About 20 per cent of the local households in the selected villages are living below the poverty line with a very high dependency on forest resources for their day-to-day requirements, primarily for firewood and livestock fodder. The plantation of these trees will provide immediate employment to the rural communities, also clearing the way for sustainable sources of income in the near future. With deteriorating agricultural output, the state earns most of its revenue from the tourism sector. "Frequent disasters like landslides and cloudbursts have led to various obstructions in the tourism sector", mentions Business Standard in its article, "which restricts the ample job opportunities for the people." The state faces various threats in the development of the tourism and agriculture sector, impending disaster being the most significant, as reported by Hindustan Times on September 27th, 2018. All these issues make forests significant in this Himalayan state making plantation of valued native trees an urgent action to balance the local economy and ecology of the area.
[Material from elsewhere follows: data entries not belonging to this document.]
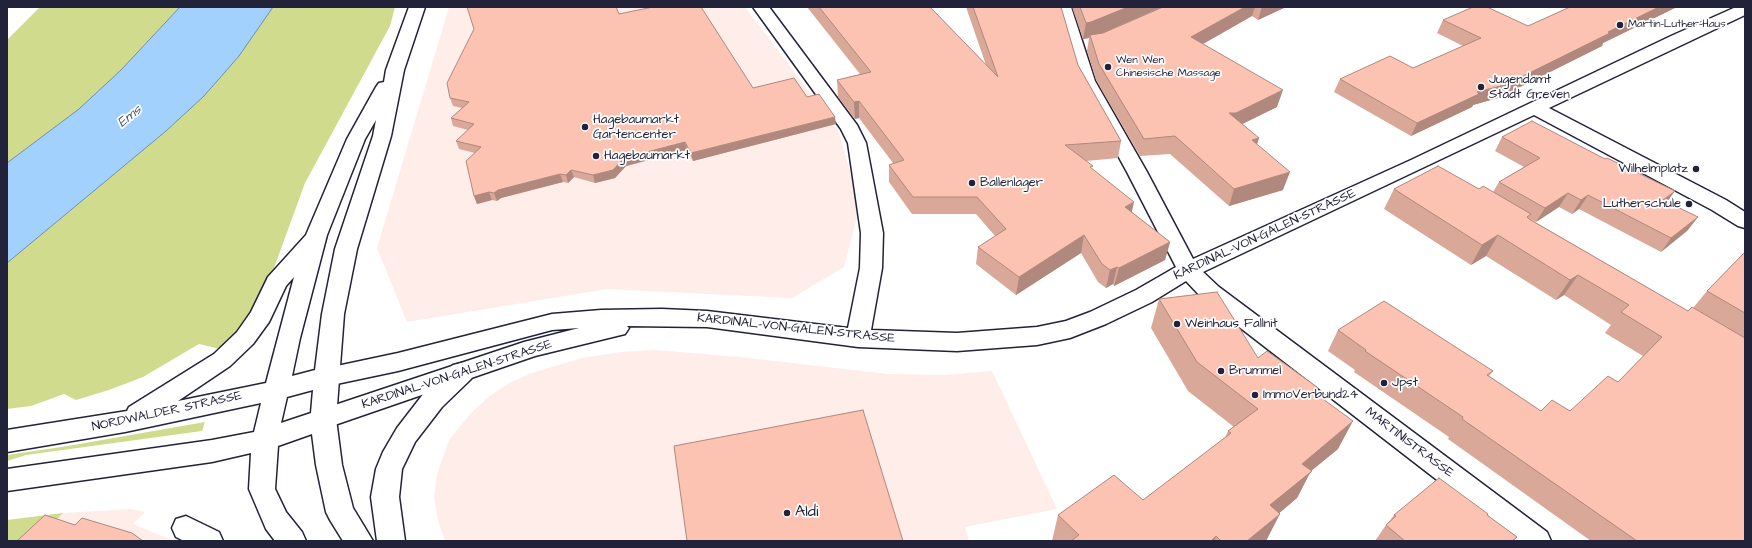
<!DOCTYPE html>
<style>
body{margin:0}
#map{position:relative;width:1752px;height:548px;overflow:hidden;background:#fff;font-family:"Architects Daughter",sans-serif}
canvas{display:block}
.frame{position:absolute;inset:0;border:8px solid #22223b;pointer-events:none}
</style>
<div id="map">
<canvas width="1752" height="548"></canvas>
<div class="frame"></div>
</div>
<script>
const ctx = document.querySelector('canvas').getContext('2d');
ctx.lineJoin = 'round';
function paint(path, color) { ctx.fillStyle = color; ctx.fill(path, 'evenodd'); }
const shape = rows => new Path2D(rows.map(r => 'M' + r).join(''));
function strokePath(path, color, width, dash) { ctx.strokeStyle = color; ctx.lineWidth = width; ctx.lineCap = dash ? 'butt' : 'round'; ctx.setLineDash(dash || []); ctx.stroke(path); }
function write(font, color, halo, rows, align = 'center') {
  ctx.font = font + ' "Architects Daughter",sans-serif'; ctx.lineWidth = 3.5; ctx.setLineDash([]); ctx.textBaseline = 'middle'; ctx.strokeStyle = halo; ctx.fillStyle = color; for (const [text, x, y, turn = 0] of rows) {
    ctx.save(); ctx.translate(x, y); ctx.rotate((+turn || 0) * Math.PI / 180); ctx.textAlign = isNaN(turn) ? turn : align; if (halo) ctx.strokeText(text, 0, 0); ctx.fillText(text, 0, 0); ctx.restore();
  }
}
paint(shape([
 [449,7,745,7,838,130,860,206,844,267,792,298,607,289,407,322,377,248],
 [655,350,740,357,888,374,945,375,992,371,1057,509,965,527,969,541,445,541,438,521,434,498,437,474,449,440,472,412,491,395,511,382,532,373,582,358,621,352],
 [132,509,145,512,133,524,174,541,36,541,63,513]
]), '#feede8');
paint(shape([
 [40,7,180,7,121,70,79,109,7,163,7,40],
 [273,7,395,7,390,26,305,183,263,298,246,321,220,349,199,344,143,377,109,390,76,400,64,394,31,406,7,409,7,263,166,131,204,96,239,56],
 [205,422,202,431,26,455,7,461,7,455,68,446],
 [63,513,36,541,7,541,7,520]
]), '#d0db8e');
const water = shape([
 [180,7,273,7,239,56,204,96,166,131,7,263,7,163,79,109,121,70,180,7]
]);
paint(water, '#a3d1fe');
strokePath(water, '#6f8bb0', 1);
const minor = shape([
 [753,7,769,7,857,125,866,143,883,233,882,268,871,330,957,333,1037,327,1066,321,1090,312,1136,290,1176,267,1127,172,1077,81,1055,7,1071,7,1095,81,1147,172,1193,259,1411,160,1671,36,1736,7,1745,7,1745,15,1549,108,1726,200,1745,212,1745,228,1738,226,1712,210,1534,115,1203,272,1219,287,1547,532,1551,541,1516,541,1203,299,1186,281,1152,302,1106,324,1070,338,1037,345,957,351,858,347,707,327,627,326,629,328,625,334,535,356,323,429,314,426,310,419,314,412,524,342,579,328,552,330,398,371,327,386,318,384,315,377,318,370,398,353,552,314,601,310,662,309,707,311,848,328,860,268,861,233,848,143,841,129,753,7],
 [186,516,219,532,223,541,184,541,176,537,172,528,176,519,186,516]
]);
const major = shape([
 [409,7,425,7,404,70,391,136,357,249,344,314,336,419,342,465,353,508,373,541,343,541,330,520,326,512,316,465,312,434,278,446,275,489,286,512,302,532,306,541,275,541,266,529,249,489,251,453,212,462,7,491,7,469,212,440,254,432,261,403,125,432,7,452,7,430,127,411,129,407,214,354,237,332,251,312,268,277,306,235,347,139,376,87,379,83,384,82,386,70,409,7],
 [376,120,373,136,335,249,322,314,315,370,292,376,300,338,327,235,365,139,376,120],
 [294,277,266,383,178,401,230,366,253,344,269,322,286,286,294,277],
 [313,390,311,413,281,423,287,397,313,390],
 [462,363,471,365,474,372,471,379,442,407,415,442,402,469,399,497,405,541,377,541,371,497,376,469,383,452,397,428,424,393,453,365,462,363]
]);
strokePath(minor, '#22223b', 3);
strokePath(major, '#22223b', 3);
paint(minor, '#fff');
paint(major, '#fff');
paint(shape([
 [807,7,930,7,986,65,966,7,1061,7,1078,65,1121,141,1118,158,1086,161,1092,169,1132,212,1170,242,1165,260,1114,286,1113,284,1106,288,1098,282,1081,253,1016,295,976,264,978,247,995,236,976,214,912,214,889,182,889,165,893,163,859,118,855,119,838,97,837,80,860,74],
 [1072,7,1162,7,1101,33,1163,7,1286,7,1258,20,1252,16,1203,44,1277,107,1242,124,1259,138,1257,145,1283,190,1229,206,1170,154,1140,156,1096,80,1087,51,1089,38,1083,39],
 [1570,7,1677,7,1603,43,1602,46,1498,98,1473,105,1472,107,1411,136,1334,92,1340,79,1413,68,1463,46,1437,33,1443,20,1528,26],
 [619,14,753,88,807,97,836,124,693,161,687,150,626,166,615,178,595,183,574,177,568,183,563,182,501,198,497,201,492,200,477,204,474,196,475,153,459,149,456,141,468,130,453,126,451,118,462,108,453,106,450,98],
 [1502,137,1667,202,1698,217,1687,231,1661,252,1579,209,1572,214,1559,207,1536,222,1528,218,1688,311,1693,308,1707,291,1745,252,1745,541,1591,541,1448,439,1449,437,1354,372,1355,370,1328,351,1338,330,1493,371,1489,376,1541,411,1570,411,1618,382,1643,356,1605,333,1611,325,1564,295,1556,300,1486,256,1471,265,1384,209,1394,189,1479,189,1493,192,1499,182,1524,167,1495,151],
 [1159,299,1258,358,1314,393,1338,449,1311,471,1297,498,1279,513,1266,541,1052,541,1058,515,1143,500,1225,438,1228,431,1234,427,1188,391,1151,328],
 [1394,515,1487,515,1517,537,1513,541,1375,541,1386,525,1388,523]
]), '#d9a899');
paint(shape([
 [1128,7,1162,7,1091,38,1090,35,1089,38,1083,39,1086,23],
 [1245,7,1255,7,1252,16,1187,53,1191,37],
 [1262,7,1286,7,1258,20],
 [1659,7,1677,7,1603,43,1602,46,1498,98,1473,105,1472,107,1411,136,1417,123,1477,92,1608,32],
 [1283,90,1277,107,1230,130,1229,113],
 [859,101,859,118,855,119,854,102],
 [835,117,836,124,693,161,691,153],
 [1259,138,1253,155,1252,140],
 [685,142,687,150,626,166,615,178,595,183,593,175,624,158],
 [571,170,574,177,568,183,566,175],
 [1290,172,1283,190,1229,206,1234,189],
 [560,174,563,182,501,198,497,201,494,193,498,190],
 [1675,191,1665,205,1663,200],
 [489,192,492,200,477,204,474,196],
 [1568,193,1559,207,1536,222,1545,208],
 [1588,195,1579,209,1572,214,1581,200],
 [1134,202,1130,220,1125,207],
 [1698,217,1687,231,1661,252,1671,238],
 [1084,235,1081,253,1016,295,1019,277],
 [1498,235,1486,256,1471,265,1482,245],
 [1170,242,1165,260,1114,286,1119,268],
 [1117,267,1113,284,1106,288,1110,270],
 [1578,275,1564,295,1556,300,1570,280],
 [1317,387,1303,415,1312,391],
 [1353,421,1338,449,1311,471,1297,498,1257,532,1270,505,1302,464],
 [1280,514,1266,541,1247,541],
 [1216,536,1214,541,1211,541]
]), '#b0887d');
const building = shape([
 [467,7,616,7,619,14,653,7,701,7,753,88,794,78,807,97,819,94,835,117,691,153,685,142,624,158,613,170,593,175,571,170,566,175,560,174,498,190,494,193,489,192,474,196,466,161,481,147,456,141,474,124,451,118,469,102,450,98,447,83,474,29,467,7],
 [819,7,930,7,998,77,973,7,1061,7,1078,65,1121,141,1065,145,1093,166,1090,167,1134,202,1125,207,1170,242,1119,268,1117,267,1110,270,1102,264,1084,235,1019,277,978,247,1006,229,977,197,913,197,889,165,904,160,859,101,854,102,837,80,871,72,819,7],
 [1080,7,1128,7,1091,22,1086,23,1080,7],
 [1163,7,1245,7,1191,37,1283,90,1236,113,1229,113,1259,138,1252,140,1290,172,1234,189,1175,136,1144,139,1099,64,1090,35,1103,33,1163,7],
 [1473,7,1487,7,1528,26,1570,7,1659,7,1608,32,1610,33,1505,85,1477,92,1479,94,1417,123,1340,79,1390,56,1413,68,1481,38,1443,20,1473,7],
 [1532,121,1605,159,1607,158,1675,191,1663,200,1698,217,1671,238,1588,195,1581,200,1568,193,1545,208,1499,182,1540,158,1502,137,1532,121],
 [1438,166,1479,189,1483,186,1531,214,1527,217,1529,219,1688,311,1692,307,1745,338,1745,541,1637,541,1462,419,1463,417,1365,351,1366,350,1338,330,1384,301,1493,371,1487,375,1541,411,1552,400,1570,411,1608,376,1618,382,1662,337,1621,312,1629,305,1578,275,1570,280,1498,235,1482,245,1394,189,1438,166],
 [1745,252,1745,313,1707,291,1745,252],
 [1217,292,1258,358,1267,351,1317,387,1312,391,1353,421,1302,464,1312,471,1270,505,1280,514,1247,541,1221,541,1216,536,1211,541,1071,541,1079,535,1058,515,1114,475,1143,500,1231,433,1228,431,1258,409,1197,362,1159,299,1217,292],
 [863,410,903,541,687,541,674,446,863,410],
 [1439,478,1488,514,1487,515,1517,537,1512,541,1405,541,1386,525,1396,516,1394,515,1439,478],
 [45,515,75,525,82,518,132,533,143,541,17,541,45,515]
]);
paint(building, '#fcc3b2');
strokePath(building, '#b0887d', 1);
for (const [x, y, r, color] of [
 [1620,25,4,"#22223b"],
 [1108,67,4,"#22223b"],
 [1481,87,4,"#22223b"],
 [585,127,4,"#22223b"],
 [596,156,4,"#22223b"],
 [1696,169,4,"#22223b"],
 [972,183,4,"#22223b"],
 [1689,204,4,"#22223b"],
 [1177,324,4,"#22223b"],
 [1221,371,4,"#22223b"],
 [1384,383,4,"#22223b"],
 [1255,395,4,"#22223b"],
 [787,513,4,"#22223b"]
]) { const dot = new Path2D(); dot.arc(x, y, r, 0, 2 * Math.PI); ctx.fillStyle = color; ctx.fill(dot); strokePath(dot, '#fff', 1.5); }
write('11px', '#22223b', '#fff', [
 ["Martin-Luther-Haus",1628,25],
 ["Wen Wen",1116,61],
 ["Chinesische Massage",1116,74]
], 'left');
write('13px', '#22223b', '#fff', [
 ["Jugendamt",1489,80],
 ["Stadt Greven",1489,95],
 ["Hagebaumarkt",593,120],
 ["Gartencenter",593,135],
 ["Hagebaumarkt",604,156],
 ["Wilhelmplatz",1688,169,"right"],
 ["Ballenlager",980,183],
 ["Lutherschule",1681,204,"right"],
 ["Weinhaus Fallnit",1185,324],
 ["Brummel",1229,371],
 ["Jpst",1392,383],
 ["ImmoVerbund24",1263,395]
], 'left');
write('13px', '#22223b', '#fff', [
 ["KARDINAL-VON-GALEN-STRASSE",1265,235,-25],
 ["KARDINAL-VON-GALEN-STRASSE",796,329,6],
 ["KARDINAL-VON-GALEN-STRASSE",457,375,-18],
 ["NORDWALDER STRASSE",167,412,-12],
 ["MARTINISTRASSE",1409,443,37]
]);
write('italic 14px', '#495776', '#fff', [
 ["Ems",130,117,-39]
]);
write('16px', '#22223b', '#fff', [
 ["Aldi",795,513]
], 'left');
</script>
The tree-planting project for 150,000 saplings will help to reclaim degraded and deforested lands with primary forests, strengthen forest-based livelihood opportunities for local communities, protect the biodiversity habitat, uplift rural communities, combat air pollution, and rejuvenate water bodies and rural landscapes. Implementing the project successfully will create about 12,200 rural workdays, mainly for women, supporting the vulnerable rural economy. These trees are expected to absorb approximately 3 million kg of atmospheric carbon every year on their maturity. The plantation project will help in the process of decarbonising, strengthening the fight against climate change.